Novice Filmmaker Just Wants a Fighting Chance to Be a Hit
As movie premieres go, the one here tonight definitely will be low key. It will be in a backyard.
But for writer-producer-director John Trujillo, 27, the first showing of his 45-minute black-and-white martial-arts film for friends and cast members is a watershed.
“It’s the beginning of the dream for me,” he said. “I’ve known I wanted to be a film maker since I was 5 years old.”
Trujillo’s movie, titled “Law of the Fist,” has been two years in the making. Filmed in Hollywood, Studio City, La Habra and Cypress, the production cost a total of $3,500, “and that includes packaging,” he said.
Trujillo has no illusions that “Law of the Fist” will be snapped up by a Hollywood studio. “It’ll go direct to video,” he said. “I’m hoping to find a distributor.”

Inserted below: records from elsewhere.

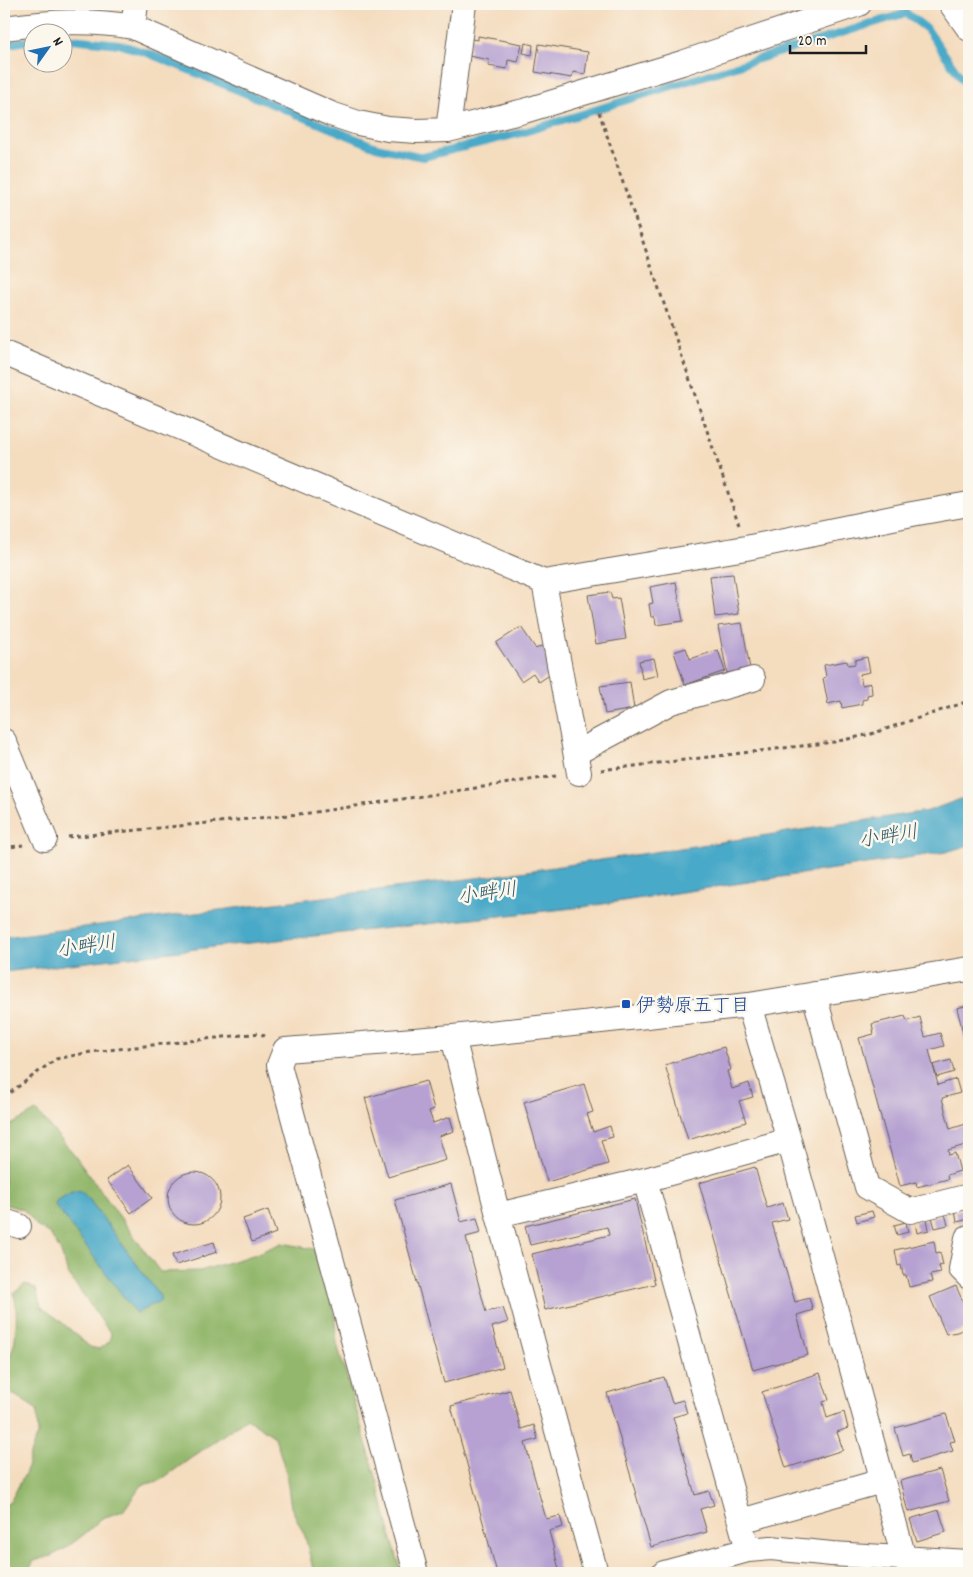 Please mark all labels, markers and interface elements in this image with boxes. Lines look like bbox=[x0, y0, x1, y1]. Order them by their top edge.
north arrow bbox=[22, 22, 72, 72]
scale bar bbox=[790, 22, 867, 54]
text: 20 m bbox=[798, 31, 826, 53]
text: N bbox=[47, 34, 68, 50]
water label: 小畔川 bbox=[857, 819, 920, 856]
water label: 小畔川 bbox=[456, 877, 519, 913]
water label: 小畔川 bbox=[55, 930, 118, 966]
place label: 伊勢原五丁目 bbox=[636, 994, 750, 1021]
marker: 伊勢原五丁目 bbox=[620, 998, 632, 1010]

Martial-arts films have a devoted following, Trujillo said, and that is the audience he hopes to attract. “You know, having a cult film wouldn’t be too bad,” he said with a grin.
“Law of the Fist” is not a brainless, kick-and-scream production, he said. “Actually, my film is very plot driven. It’s about friendship. It’s the quest of one man to save a friend from going bad.”
The main actors are Joey Watson, 25, who now lives in Florida; Bryson Benninger, 26, of Huntington Beach; and Wendy Hunter, 27, of Los Angeles. In the film, Benninger and Watson are martial-arts buddies with differing views on life. Hunter is the love interest.
“I met Bryson Benninger when I was taking karate lessons,” Trujillo said. “I met Joey Watson when we both did stunt work in Hollywood.” Hunter joined the team after reading Trujillo’s advertisement in a trade publication for a female lead.
What did the actors get for their work? “I fed them well,” Trujillo said, and won them over to his view that the film has the potential for commercial success, which would gain them more exposure.
Trujillo, a 1987 graduate of Cypress High School, studied script writing and filmmaking at UCLA Extension and has held a number of Hollywood jobs, including a 1992-93 stint as a stage production assistant on the TV comedy “Mad About You.”
A photo of the cast and crew of that hit show, with Trujillo prominent among them, is one of his many movie-memorabilia items.
Pending his big break, the young filmmaker lives at the Marion Avenue home of his parents, Pam and Ray Trujillo. Tonight’s movie premiere will be on the patio.
Confident that his first film will be well received, John Trujillo he is already writing a sequel. “I didn’t play any role in ‘Law of the Fist,’ but I’ll do some acting in the sequel,” he said.
He’s also formed a company, Trufilm, and has a personalized California license plate with that moniker. “It’s a name I picked when I was still in grade school,” he said. “I always knew what I wanted to do with my life.”